Then, just a second after I had given up and started to run back, a vision in pink passed by. I quickly snapped two shots as she adjusted her head-scarf. I think I got it. I cropped in on the top and bottom to give it more focus. The space felt longer than the 35mm frame was giving me so I don't feel bad about that artistic decision. A little (very little) photoshop magic to seal the deal and I'm good.

Make pictures.

June 28, 2007

Maybe Not

They say the best laid plans of mice and men often go awry and that couldn't be more true than in this part of the world. Just a few hours after the original idea was hatched to head towards Burundi it looks like they will have to wait a day.

This of course is bad for me but good for photo-sharing.
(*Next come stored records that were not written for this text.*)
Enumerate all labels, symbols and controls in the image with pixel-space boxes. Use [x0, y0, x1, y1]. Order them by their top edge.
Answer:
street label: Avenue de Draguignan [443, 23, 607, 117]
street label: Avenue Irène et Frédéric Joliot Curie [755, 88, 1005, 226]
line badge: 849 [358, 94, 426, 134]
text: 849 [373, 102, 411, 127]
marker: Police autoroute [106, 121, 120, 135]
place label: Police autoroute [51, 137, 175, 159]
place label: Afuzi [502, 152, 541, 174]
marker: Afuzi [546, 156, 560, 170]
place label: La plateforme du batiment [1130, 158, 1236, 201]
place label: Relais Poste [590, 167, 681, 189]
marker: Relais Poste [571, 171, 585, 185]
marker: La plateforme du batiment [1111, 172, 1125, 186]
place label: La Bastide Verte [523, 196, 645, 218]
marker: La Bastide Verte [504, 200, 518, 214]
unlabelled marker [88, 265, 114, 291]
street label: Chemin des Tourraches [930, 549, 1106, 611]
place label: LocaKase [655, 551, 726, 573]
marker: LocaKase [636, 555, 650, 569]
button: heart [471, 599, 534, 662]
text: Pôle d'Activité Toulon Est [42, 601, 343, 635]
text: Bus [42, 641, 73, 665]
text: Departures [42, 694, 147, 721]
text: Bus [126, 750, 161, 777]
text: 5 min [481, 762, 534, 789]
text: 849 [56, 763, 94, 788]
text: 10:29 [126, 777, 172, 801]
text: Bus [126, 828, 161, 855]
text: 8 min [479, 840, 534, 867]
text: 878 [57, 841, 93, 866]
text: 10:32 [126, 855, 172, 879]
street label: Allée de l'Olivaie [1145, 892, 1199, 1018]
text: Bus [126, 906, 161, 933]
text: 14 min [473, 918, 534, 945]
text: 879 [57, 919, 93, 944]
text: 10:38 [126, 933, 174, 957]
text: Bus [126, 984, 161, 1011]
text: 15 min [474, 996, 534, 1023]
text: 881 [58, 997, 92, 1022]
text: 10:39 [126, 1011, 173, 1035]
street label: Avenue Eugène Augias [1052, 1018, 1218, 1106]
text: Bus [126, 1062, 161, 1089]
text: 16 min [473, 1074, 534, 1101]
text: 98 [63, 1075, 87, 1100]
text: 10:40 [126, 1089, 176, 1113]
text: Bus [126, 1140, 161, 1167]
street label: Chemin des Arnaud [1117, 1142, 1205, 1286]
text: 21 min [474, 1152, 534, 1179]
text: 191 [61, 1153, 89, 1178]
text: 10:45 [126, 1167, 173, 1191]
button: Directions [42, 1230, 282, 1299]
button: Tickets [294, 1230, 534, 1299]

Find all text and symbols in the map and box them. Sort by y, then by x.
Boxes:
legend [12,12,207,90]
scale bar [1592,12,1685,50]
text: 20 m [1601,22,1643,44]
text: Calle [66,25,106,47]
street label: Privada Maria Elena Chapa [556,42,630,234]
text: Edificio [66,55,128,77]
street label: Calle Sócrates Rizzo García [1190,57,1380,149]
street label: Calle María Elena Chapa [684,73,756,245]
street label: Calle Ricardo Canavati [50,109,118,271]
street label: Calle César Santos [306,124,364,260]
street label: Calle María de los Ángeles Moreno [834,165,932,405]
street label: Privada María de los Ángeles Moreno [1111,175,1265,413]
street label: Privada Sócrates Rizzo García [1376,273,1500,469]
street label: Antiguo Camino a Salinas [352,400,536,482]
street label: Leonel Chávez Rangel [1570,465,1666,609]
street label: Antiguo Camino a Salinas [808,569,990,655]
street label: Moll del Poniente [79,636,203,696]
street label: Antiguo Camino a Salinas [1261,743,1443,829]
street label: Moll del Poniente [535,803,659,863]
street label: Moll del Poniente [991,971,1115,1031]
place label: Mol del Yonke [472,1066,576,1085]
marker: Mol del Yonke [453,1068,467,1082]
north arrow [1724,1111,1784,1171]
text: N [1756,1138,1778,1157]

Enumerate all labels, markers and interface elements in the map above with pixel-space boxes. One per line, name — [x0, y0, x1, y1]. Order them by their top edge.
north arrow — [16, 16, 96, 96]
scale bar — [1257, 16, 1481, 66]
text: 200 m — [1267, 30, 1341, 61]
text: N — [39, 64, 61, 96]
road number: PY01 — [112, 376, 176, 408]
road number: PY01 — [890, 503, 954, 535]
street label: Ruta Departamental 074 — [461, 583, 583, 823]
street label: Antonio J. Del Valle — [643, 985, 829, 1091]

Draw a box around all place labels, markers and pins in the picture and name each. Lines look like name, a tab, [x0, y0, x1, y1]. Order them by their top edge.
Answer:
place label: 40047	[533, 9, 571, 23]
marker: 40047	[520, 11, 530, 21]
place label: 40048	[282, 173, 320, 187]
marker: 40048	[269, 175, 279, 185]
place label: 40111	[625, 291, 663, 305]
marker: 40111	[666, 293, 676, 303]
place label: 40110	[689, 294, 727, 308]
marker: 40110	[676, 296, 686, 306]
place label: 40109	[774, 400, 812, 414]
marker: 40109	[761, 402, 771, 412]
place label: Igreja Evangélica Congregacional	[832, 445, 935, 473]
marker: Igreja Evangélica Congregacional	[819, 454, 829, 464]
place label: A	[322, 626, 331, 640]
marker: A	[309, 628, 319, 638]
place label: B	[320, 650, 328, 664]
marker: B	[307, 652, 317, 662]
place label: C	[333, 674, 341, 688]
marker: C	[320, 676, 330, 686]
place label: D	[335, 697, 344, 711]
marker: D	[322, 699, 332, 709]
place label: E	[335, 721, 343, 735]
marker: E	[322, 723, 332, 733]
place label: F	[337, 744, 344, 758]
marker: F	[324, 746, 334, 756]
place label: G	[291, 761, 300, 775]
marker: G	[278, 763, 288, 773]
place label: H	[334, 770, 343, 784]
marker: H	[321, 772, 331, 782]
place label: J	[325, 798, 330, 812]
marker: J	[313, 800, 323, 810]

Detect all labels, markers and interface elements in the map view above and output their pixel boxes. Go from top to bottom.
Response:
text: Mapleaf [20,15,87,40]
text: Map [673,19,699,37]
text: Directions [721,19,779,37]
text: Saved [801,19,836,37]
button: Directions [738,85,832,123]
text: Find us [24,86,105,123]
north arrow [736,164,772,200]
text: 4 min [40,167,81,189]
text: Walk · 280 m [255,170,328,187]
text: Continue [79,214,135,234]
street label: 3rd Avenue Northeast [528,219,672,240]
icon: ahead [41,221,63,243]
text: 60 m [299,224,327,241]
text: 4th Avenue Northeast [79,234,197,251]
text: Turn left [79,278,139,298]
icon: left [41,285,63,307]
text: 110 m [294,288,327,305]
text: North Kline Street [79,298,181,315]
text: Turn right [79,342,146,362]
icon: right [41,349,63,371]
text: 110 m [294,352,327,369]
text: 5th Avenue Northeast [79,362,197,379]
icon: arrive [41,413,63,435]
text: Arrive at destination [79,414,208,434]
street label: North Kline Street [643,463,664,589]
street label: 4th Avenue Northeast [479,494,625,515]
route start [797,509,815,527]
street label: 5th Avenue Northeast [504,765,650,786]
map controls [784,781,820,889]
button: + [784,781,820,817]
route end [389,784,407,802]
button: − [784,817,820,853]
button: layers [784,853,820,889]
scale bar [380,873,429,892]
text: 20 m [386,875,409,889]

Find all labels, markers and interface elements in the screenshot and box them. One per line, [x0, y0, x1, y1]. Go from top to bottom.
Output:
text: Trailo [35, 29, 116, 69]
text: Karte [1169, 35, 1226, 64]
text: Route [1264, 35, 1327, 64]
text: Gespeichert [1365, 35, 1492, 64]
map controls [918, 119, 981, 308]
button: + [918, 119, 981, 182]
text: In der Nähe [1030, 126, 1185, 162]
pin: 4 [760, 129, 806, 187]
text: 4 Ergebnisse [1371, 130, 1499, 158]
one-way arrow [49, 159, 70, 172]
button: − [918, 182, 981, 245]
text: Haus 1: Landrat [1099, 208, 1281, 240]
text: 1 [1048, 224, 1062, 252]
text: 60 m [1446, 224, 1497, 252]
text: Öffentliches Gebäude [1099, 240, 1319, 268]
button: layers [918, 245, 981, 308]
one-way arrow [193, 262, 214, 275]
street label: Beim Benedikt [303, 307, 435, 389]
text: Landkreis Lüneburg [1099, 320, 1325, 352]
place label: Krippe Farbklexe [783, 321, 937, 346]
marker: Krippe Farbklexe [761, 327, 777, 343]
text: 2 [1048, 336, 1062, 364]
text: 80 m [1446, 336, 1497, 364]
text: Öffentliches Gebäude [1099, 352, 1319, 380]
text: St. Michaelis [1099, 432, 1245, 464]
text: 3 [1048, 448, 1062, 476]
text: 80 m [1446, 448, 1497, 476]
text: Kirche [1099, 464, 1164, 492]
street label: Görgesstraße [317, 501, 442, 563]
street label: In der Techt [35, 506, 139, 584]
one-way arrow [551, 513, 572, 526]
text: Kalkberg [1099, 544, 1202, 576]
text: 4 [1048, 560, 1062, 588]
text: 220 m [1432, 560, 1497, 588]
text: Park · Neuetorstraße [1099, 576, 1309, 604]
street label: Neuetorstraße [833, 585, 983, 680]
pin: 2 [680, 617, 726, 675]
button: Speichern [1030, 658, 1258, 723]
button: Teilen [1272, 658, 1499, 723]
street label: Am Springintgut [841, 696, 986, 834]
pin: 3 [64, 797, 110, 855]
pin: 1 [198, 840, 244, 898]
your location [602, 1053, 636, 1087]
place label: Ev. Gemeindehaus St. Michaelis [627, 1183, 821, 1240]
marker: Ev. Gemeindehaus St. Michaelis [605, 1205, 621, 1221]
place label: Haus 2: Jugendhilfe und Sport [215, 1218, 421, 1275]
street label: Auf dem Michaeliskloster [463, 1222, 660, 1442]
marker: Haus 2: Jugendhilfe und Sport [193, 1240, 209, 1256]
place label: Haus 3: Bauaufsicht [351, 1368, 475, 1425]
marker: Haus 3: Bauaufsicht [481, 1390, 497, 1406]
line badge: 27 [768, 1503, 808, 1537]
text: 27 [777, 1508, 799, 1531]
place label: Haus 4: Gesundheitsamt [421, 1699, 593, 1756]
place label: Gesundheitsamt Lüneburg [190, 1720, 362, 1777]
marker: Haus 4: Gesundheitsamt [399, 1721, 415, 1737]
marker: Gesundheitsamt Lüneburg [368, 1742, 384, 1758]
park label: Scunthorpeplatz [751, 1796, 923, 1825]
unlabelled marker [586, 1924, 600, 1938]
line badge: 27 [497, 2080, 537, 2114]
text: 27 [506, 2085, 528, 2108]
This shot is of a guy I first saw while buying bananas. The veins in his head were so symetrical and striking in the end of day light that I ended up negocitating a price for the bananas that included a portrait. He was a super friendly guy and even though we didn't have a word in common between us, I ended up having a horrible cup of traditional coffee and a good laugh with him.

Make pictures.

Onwards Towards Rwanda

My plans are fluid these days. On a whim I've decided to head alone towards Rwanda via Burundi. Some taxis, some buses, some I don't know what lie ahead. No one really knows the exact process or schedules and apparently it wouldn't really matter if they did.

I'll be incommunicado until I arrive in Butare.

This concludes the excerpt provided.